Action item: Copy exactly, from the beginning of the material below, every line up to and including the one holding "0 #66533d) drop-shadow(-1px", with the pictures left out.

Data to examine:
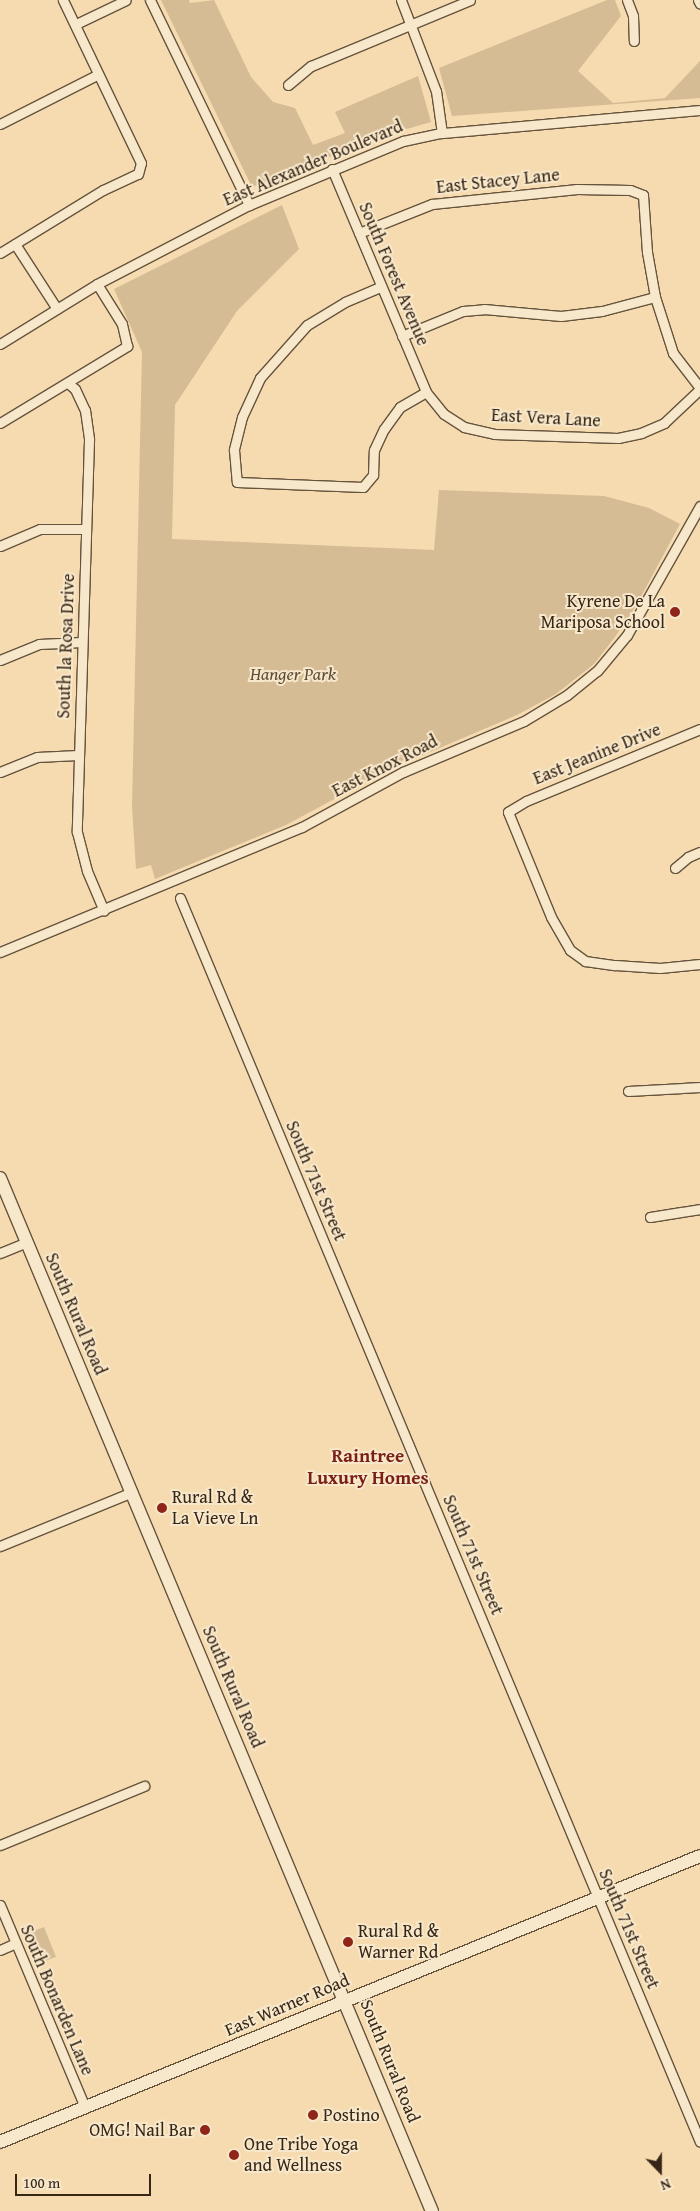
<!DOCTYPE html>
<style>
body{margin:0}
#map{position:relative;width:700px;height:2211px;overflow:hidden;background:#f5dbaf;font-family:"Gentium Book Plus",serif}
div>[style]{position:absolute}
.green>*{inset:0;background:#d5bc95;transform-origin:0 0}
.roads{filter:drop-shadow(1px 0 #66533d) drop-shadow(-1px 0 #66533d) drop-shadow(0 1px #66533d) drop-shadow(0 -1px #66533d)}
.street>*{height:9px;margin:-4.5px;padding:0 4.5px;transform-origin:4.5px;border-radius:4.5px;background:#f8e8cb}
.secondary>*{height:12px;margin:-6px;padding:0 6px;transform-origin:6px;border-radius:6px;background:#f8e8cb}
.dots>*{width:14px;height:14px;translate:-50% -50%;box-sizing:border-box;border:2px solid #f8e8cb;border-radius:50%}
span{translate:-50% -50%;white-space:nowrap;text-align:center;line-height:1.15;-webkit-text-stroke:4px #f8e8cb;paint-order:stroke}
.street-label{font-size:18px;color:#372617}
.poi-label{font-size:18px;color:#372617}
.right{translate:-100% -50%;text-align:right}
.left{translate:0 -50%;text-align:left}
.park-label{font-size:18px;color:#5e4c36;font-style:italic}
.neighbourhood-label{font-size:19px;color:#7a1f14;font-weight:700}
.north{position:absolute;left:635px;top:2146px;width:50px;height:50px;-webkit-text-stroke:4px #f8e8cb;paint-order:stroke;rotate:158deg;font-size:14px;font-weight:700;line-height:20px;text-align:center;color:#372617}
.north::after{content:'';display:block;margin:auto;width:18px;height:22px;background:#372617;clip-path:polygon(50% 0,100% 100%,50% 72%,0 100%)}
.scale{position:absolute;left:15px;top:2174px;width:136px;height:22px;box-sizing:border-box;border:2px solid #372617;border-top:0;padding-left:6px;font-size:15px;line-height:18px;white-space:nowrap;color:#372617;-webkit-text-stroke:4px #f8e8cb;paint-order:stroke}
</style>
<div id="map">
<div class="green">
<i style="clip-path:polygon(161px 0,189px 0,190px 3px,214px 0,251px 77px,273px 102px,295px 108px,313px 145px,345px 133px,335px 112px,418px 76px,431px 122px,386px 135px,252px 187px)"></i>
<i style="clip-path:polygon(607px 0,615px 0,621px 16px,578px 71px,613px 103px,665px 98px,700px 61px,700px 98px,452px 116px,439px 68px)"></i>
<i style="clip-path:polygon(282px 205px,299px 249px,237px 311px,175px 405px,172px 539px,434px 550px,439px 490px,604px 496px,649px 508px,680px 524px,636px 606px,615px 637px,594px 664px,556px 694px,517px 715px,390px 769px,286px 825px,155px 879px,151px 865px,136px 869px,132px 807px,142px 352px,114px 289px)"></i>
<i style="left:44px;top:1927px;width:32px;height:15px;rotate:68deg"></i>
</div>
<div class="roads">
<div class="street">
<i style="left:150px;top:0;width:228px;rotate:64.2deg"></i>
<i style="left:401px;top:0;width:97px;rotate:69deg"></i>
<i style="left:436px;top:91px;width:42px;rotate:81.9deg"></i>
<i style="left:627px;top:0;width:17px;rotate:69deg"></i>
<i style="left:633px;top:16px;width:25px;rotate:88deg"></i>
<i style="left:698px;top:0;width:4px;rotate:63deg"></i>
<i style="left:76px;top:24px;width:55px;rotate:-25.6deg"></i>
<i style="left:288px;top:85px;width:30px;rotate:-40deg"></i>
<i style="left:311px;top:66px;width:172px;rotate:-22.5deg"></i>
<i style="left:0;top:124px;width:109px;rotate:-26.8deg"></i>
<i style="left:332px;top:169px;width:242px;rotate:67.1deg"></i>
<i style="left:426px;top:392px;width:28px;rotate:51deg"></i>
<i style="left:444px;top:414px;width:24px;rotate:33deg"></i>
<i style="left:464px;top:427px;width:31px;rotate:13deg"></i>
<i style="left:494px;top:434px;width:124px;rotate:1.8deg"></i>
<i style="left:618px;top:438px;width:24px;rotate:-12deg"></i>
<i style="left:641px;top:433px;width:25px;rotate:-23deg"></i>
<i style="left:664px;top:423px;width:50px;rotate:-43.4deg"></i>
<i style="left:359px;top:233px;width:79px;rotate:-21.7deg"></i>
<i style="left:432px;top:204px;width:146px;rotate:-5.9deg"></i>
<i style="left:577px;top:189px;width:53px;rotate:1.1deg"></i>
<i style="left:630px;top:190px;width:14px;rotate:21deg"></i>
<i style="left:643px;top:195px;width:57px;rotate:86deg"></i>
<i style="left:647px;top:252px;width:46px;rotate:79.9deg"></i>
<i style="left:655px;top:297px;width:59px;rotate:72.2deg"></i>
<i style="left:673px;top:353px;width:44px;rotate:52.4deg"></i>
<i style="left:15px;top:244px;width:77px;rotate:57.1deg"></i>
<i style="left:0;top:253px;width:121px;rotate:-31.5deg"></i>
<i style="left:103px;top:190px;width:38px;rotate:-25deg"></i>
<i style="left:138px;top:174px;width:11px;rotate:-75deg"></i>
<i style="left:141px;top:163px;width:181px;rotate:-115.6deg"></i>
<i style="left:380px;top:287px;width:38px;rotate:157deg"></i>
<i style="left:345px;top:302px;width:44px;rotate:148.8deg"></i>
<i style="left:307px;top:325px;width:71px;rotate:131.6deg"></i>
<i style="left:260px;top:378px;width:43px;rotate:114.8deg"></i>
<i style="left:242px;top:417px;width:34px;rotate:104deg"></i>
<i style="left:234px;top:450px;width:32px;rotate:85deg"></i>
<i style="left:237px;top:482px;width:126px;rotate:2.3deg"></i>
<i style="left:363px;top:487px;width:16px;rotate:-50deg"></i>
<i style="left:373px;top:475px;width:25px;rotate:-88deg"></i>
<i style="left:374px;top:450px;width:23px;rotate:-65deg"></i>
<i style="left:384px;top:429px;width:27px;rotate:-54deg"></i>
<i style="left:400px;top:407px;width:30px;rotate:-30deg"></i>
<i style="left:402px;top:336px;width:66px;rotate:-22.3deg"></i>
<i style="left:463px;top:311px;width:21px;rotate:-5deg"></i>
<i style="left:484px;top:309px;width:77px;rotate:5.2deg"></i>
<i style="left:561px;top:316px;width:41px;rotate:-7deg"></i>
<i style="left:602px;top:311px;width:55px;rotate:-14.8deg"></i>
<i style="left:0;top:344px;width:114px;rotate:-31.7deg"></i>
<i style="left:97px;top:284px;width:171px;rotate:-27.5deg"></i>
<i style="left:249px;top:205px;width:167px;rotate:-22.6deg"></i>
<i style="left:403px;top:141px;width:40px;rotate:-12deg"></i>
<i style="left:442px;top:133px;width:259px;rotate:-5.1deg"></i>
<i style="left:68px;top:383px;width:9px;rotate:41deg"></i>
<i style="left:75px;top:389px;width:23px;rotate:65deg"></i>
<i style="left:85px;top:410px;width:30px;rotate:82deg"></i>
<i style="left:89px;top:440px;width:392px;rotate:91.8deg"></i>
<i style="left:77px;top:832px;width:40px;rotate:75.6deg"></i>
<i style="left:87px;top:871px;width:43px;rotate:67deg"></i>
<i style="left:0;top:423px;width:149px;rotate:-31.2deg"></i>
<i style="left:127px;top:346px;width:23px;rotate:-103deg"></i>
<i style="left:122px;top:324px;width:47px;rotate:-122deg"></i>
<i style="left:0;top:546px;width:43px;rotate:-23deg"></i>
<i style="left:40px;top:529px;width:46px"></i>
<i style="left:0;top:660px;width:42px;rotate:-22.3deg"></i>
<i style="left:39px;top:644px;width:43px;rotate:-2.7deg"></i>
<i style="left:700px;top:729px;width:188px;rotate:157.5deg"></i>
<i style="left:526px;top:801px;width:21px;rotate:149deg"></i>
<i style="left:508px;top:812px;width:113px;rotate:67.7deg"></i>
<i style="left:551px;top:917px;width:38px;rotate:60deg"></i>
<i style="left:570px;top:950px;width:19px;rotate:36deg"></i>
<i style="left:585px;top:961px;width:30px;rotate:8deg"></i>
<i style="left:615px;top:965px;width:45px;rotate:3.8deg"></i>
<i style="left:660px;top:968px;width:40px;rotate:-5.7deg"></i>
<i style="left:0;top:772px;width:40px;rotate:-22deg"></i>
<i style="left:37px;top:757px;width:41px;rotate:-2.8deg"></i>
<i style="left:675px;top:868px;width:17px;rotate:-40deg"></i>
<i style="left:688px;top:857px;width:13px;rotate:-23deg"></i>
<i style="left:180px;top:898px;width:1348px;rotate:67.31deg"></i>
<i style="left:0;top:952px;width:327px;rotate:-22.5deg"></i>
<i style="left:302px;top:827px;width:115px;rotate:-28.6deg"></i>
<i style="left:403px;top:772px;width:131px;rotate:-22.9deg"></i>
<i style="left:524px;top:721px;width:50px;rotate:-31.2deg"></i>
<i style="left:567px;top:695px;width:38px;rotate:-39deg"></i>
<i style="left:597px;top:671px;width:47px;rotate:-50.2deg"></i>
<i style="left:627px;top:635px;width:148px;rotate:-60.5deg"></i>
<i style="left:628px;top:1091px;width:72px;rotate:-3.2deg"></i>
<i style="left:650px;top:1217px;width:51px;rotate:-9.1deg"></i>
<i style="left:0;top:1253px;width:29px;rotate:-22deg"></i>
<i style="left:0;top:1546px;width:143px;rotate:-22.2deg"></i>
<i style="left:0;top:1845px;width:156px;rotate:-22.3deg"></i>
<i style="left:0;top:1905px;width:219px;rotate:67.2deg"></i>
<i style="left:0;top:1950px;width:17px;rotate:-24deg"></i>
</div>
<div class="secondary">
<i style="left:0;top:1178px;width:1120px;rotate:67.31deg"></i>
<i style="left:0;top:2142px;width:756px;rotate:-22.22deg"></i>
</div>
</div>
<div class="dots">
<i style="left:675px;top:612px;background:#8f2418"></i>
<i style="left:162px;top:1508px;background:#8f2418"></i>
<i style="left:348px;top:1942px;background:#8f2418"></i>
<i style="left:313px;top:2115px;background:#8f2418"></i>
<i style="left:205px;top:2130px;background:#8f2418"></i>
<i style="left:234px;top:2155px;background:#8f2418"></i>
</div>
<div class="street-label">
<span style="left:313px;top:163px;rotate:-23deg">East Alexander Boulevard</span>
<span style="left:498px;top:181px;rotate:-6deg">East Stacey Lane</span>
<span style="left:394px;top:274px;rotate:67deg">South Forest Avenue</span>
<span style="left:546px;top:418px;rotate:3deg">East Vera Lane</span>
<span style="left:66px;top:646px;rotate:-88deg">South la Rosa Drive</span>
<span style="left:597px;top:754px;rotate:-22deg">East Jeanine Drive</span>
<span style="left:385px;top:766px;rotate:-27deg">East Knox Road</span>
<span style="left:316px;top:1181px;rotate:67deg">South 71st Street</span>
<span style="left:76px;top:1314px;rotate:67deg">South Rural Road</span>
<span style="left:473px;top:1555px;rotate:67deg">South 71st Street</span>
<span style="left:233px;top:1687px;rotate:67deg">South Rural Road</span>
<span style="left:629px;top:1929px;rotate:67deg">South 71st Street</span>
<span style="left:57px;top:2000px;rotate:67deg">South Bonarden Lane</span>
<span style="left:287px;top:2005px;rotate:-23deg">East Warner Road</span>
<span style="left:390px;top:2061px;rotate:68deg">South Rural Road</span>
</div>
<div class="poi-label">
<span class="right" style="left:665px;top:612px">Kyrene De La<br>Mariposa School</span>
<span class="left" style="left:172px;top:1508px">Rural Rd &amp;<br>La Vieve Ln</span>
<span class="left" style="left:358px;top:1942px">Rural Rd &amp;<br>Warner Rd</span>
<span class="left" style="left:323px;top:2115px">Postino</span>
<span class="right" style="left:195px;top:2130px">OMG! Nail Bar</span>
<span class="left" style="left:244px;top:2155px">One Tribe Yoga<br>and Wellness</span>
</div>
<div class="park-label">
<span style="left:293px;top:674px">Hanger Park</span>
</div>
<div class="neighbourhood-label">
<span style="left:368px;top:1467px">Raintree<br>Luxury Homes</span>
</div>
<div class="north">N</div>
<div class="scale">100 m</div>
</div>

Exercise answer:
<!DOCTYPE html>
<style>
body{margin:0}
#map{position:relative;width:700px;height:2211px;overflow:hidden;background:#f5dbaf;font-family:"Gentium Book Plus",serif}
div>[style]{position:absolute}
.green>*{inset:0;background:#d5bc95;transform-origin:0 0}
.roads{filter:drop-shadow(1px 0 #66533d) drop-shadow(-1px 0 #66533d) drop-shadow(0 1px #66533d) drop-shadow(0 -1px #66533d)}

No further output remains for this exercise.